• [Task details]
Identify each line in the records below that contains the word "buttons", and copy it.

• [Data]
====================

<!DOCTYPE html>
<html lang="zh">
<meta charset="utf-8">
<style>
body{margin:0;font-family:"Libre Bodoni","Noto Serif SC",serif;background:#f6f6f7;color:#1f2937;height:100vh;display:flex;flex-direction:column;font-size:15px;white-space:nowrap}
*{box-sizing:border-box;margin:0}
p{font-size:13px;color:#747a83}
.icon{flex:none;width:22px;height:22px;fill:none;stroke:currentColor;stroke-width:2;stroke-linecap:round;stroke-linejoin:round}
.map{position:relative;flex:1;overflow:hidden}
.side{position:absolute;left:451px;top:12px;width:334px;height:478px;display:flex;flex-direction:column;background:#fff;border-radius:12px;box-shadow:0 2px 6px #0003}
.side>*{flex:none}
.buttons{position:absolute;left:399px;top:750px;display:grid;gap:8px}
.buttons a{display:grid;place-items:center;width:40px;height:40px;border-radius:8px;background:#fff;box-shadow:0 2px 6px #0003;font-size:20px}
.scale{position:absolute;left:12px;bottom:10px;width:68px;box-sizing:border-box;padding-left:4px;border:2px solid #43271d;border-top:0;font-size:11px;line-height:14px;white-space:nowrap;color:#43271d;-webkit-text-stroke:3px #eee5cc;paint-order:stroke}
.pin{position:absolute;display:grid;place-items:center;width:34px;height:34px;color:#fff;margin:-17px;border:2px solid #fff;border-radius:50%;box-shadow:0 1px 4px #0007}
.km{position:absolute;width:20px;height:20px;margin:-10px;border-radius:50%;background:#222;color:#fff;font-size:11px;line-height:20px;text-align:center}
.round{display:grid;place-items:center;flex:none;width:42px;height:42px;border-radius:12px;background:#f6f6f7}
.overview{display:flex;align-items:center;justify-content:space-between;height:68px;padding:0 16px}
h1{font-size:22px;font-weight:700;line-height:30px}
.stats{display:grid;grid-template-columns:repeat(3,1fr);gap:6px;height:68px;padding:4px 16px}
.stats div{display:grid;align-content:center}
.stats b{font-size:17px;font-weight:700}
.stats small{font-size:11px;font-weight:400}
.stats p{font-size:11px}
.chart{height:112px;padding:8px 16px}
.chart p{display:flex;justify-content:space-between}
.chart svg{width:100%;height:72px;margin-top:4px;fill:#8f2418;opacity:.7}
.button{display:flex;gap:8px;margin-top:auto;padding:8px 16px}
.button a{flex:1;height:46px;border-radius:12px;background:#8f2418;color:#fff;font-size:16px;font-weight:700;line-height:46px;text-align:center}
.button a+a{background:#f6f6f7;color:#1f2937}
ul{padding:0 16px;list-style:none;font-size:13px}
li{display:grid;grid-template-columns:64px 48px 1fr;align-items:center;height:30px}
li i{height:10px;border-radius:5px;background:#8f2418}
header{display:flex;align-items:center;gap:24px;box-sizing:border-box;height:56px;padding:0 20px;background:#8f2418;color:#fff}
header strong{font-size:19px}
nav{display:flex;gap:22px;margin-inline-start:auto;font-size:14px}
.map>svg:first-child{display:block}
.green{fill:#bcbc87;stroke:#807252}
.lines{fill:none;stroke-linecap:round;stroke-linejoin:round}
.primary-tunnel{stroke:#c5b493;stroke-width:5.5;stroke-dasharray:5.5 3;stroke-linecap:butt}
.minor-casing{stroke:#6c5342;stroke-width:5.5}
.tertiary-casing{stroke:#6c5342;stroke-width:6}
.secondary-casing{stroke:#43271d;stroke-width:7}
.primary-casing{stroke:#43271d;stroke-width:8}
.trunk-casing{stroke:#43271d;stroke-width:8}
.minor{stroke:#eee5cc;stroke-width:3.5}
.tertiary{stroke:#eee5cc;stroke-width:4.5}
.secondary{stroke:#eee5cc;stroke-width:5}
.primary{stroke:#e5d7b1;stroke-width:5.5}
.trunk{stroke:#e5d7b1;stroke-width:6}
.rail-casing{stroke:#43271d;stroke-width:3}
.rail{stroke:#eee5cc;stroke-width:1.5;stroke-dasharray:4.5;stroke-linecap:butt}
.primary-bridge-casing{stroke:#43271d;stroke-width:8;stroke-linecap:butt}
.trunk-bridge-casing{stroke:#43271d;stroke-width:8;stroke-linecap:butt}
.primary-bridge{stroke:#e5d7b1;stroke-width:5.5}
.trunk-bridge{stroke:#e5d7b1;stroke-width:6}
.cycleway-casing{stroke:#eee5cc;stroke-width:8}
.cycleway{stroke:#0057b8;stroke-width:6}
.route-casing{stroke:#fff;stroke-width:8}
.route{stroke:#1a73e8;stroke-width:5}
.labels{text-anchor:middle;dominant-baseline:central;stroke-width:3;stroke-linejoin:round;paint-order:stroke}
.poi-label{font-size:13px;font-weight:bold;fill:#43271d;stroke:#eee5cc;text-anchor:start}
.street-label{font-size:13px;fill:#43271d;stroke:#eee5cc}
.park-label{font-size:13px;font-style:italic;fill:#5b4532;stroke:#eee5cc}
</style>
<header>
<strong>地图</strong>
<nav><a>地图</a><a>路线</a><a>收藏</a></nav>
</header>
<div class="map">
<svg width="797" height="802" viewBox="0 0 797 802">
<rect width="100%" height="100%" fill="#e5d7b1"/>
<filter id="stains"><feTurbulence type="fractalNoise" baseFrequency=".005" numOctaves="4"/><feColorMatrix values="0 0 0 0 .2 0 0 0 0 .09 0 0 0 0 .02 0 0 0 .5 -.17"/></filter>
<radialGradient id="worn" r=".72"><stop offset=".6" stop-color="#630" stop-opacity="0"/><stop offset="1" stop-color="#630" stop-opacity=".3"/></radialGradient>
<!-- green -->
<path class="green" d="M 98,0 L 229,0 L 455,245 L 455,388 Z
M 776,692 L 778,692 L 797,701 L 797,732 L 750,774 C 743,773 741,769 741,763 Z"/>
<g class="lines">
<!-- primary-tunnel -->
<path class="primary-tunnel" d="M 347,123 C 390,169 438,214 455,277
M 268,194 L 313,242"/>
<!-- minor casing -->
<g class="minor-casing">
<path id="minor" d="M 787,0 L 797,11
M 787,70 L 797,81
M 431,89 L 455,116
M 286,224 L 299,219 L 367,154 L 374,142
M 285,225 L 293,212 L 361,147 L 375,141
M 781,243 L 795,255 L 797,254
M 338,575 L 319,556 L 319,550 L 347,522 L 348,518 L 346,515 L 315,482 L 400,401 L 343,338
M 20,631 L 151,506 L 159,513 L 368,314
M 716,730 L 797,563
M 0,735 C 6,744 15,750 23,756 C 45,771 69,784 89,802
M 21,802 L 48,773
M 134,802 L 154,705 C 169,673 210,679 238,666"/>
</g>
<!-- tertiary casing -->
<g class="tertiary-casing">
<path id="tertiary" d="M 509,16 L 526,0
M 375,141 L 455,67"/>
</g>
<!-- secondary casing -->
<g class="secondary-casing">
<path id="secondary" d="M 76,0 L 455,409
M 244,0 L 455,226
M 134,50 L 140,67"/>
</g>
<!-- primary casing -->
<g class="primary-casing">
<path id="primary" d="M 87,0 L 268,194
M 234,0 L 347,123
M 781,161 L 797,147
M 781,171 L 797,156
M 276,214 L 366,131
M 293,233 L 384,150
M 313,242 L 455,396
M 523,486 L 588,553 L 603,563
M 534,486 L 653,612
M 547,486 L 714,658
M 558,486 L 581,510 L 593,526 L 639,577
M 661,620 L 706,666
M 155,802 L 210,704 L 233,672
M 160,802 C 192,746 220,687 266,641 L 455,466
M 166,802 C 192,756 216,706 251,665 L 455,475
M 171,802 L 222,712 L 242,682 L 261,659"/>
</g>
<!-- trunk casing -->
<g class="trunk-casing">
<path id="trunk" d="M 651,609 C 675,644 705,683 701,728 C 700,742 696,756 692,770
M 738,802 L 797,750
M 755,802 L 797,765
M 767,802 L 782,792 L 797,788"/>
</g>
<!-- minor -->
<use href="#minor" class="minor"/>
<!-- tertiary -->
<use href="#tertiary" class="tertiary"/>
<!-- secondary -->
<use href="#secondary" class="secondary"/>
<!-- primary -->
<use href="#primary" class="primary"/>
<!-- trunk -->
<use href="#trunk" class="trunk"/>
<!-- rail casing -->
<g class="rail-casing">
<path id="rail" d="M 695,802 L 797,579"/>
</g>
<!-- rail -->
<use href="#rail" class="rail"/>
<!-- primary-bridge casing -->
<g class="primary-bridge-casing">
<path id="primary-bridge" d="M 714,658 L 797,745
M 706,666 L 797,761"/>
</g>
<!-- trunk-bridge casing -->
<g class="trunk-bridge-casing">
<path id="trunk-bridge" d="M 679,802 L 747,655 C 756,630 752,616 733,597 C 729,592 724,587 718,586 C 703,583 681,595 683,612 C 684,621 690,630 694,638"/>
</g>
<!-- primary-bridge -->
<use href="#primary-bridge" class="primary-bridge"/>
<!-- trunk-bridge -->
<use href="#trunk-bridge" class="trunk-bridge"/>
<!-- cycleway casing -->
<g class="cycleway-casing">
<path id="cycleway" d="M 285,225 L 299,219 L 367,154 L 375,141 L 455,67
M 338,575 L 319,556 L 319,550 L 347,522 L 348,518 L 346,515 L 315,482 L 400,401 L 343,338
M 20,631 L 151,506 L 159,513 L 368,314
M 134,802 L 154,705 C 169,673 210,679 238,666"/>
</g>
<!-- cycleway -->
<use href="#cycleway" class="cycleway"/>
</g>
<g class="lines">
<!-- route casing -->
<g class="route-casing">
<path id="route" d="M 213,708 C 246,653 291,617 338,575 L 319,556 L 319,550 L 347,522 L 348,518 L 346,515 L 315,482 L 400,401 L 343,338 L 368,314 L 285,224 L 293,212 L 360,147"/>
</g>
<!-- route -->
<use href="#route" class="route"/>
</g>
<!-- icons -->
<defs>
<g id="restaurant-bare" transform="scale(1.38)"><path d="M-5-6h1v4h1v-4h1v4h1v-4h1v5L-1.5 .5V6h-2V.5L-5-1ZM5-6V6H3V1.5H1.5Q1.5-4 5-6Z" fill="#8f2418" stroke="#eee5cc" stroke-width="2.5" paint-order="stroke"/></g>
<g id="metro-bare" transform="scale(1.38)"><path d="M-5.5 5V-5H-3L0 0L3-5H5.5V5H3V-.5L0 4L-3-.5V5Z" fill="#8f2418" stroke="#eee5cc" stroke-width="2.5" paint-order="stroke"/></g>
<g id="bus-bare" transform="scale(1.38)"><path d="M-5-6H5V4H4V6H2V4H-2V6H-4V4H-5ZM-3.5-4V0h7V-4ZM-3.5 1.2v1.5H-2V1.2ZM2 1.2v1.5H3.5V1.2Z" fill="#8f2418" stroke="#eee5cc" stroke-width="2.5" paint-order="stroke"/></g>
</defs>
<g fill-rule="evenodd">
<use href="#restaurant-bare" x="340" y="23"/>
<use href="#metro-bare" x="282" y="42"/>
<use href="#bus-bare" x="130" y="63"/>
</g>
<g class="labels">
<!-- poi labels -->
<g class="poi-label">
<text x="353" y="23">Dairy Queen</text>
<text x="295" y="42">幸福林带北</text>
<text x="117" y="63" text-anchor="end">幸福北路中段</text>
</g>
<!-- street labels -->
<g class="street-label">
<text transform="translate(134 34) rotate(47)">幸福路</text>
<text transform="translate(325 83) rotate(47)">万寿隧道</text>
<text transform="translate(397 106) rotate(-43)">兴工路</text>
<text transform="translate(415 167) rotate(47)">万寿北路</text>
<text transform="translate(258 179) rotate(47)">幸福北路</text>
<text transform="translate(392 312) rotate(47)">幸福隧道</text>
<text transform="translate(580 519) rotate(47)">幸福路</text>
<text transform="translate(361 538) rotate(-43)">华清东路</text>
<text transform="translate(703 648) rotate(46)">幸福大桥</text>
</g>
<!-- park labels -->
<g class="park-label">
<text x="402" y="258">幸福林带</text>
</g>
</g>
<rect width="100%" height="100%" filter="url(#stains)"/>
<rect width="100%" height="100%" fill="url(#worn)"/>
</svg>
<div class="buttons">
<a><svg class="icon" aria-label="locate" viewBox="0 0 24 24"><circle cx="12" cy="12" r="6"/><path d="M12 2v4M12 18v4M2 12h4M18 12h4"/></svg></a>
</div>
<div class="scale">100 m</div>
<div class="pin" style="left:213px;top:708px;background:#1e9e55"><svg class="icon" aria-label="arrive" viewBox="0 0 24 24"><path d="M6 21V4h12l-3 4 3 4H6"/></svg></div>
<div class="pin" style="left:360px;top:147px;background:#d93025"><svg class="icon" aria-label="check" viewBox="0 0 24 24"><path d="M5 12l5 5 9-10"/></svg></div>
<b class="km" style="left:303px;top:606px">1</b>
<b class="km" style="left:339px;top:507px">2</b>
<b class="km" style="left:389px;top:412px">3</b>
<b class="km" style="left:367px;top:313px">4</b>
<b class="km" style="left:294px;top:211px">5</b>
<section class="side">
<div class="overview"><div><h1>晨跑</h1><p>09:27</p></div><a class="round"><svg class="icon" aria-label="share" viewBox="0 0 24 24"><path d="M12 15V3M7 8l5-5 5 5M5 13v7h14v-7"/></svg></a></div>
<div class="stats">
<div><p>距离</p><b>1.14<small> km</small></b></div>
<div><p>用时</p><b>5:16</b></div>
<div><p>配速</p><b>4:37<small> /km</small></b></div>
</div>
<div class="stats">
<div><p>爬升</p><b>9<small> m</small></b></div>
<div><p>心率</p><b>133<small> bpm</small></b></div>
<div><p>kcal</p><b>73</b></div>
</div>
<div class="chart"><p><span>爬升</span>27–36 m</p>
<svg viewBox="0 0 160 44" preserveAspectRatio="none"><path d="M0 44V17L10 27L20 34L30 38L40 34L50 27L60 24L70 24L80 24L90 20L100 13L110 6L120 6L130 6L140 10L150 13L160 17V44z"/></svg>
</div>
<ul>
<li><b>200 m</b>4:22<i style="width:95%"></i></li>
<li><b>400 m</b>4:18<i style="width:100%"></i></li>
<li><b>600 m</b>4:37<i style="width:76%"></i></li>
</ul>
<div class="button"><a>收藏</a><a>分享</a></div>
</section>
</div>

====================

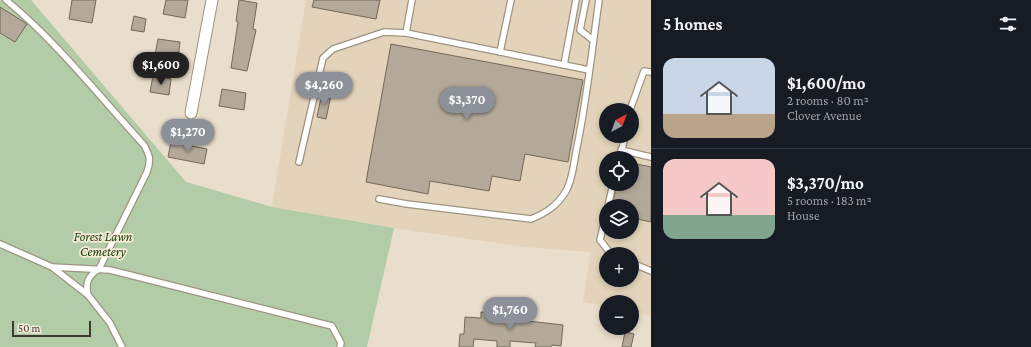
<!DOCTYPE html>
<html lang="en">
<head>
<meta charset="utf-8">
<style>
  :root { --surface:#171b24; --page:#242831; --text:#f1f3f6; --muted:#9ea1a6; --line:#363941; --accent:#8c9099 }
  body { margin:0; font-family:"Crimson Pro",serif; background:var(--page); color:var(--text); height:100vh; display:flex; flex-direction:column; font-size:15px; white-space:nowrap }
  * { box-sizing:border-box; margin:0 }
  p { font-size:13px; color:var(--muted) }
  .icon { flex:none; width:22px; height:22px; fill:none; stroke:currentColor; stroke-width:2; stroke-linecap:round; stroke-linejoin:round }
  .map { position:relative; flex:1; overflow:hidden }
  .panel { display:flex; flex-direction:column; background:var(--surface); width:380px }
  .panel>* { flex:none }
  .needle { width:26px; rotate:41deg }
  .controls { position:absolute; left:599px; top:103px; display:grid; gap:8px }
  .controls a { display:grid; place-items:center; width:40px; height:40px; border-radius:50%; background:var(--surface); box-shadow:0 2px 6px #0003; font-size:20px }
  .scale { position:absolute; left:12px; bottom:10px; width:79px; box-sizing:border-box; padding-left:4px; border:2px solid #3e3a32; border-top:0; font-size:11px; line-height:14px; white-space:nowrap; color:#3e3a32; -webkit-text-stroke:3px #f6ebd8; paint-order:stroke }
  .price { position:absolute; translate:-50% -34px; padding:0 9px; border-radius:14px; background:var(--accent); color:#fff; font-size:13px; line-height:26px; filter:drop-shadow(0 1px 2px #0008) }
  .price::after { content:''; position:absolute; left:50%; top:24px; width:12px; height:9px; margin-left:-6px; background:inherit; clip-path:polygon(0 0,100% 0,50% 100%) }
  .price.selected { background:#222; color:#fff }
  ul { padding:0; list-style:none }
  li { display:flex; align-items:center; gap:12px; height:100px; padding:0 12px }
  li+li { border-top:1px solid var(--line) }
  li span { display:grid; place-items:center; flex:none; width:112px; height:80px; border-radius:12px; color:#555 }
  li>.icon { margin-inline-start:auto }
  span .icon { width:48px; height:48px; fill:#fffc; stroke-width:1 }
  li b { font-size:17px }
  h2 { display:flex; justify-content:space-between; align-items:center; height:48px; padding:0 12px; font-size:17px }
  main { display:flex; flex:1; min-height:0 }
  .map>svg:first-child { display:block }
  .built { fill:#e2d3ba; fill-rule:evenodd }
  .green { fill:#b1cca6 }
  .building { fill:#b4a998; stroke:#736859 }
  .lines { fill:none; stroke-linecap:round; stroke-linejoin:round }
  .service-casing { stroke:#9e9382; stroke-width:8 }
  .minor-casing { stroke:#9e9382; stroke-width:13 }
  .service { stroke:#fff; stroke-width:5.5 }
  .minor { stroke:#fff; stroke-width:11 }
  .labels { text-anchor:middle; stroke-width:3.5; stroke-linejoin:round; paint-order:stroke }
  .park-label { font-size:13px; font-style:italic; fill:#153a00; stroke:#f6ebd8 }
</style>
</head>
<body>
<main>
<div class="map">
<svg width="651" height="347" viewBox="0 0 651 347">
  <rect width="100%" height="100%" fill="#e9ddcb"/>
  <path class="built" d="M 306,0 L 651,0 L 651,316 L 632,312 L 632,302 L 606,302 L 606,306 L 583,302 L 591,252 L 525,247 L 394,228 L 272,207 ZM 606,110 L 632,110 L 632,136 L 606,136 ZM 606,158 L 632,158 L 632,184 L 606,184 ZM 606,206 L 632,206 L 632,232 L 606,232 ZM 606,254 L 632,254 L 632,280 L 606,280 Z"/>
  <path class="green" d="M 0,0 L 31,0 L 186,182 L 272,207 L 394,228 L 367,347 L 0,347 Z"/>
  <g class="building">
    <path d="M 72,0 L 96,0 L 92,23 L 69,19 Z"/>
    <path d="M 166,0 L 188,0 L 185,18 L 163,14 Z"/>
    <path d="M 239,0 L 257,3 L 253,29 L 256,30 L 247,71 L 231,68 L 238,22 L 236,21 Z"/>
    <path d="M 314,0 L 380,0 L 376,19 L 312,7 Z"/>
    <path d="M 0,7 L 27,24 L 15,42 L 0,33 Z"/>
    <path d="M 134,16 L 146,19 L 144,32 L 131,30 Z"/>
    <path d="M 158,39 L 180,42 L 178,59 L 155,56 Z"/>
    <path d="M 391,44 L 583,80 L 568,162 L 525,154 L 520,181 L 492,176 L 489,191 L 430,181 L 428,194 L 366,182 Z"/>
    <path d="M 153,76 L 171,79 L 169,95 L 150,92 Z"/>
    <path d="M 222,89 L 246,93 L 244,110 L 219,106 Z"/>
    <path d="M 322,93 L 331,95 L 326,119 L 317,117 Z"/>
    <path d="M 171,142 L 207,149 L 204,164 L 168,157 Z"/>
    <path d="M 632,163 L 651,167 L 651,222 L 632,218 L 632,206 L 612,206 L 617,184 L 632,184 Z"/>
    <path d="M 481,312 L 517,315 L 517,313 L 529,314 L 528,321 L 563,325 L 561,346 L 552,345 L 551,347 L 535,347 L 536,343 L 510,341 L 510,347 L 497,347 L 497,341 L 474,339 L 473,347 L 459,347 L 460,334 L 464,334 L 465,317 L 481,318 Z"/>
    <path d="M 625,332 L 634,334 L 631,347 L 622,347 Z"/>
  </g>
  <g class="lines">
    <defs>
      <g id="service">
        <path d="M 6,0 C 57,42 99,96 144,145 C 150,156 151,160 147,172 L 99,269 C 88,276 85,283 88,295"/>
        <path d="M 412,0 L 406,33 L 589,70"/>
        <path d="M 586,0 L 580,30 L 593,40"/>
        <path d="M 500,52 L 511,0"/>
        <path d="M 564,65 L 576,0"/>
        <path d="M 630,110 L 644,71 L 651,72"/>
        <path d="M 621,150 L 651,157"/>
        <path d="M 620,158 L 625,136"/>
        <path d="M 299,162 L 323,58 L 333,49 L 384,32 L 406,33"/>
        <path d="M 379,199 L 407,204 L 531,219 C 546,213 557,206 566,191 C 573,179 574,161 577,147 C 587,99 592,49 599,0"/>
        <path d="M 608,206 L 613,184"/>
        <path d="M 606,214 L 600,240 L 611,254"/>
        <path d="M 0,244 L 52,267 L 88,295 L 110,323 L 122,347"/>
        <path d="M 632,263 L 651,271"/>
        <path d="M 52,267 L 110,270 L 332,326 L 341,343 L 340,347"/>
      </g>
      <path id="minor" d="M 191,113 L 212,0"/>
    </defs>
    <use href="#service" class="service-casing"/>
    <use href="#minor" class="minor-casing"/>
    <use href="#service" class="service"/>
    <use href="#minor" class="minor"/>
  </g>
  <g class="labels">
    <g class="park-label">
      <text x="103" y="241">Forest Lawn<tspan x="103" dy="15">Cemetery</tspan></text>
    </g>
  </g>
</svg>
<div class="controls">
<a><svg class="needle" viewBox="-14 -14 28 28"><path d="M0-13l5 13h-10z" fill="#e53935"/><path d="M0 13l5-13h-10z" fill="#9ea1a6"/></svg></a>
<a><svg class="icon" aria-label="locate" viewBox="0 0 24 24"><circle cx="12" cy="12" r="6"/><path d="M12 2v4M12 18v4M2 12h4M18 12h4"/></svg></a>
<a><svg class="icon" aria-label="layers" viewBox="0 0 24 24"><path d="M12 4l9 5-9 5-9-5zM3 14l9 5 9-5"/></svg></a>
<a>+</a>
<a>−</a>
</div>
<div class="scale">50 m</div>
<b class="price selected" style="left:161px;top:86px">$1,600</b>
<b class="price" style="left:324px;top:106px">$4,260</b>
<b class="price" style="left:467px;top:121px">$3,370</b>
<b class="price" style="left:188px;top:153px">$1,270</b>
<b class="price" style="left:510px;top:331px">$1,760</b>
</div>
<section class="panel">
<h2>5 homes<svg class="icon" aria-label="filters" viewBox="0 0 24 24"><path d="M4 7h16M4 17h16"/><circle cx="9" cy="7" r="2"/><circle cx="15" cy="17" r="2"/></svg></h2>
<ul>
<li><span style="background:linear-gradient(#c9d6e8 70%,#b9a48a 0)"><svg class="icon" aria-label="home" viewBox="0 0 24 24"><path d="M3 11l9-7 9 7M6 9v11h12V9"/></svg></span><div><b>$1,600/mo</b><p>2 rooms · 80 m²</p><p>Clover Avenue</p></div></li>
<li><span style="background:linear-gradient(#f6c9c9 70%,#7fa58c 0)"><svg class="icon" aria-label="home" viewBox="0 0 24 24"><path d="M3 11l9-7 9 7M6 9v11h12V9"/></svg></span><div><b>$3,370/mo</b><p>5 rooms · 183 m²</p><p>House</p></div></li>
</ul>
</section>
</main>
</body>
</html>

====================

• [Exercise solution]
.buttons{position:absolute;left:399px;top:750px;display:grid;gap:8px}
.buttons a{display:grid;place-items:center;width:40px;height:40px;border-radius:8px;background:#fff;box-shadow:0 2px 6px #0003;font-size:20px}
<div class="buttons">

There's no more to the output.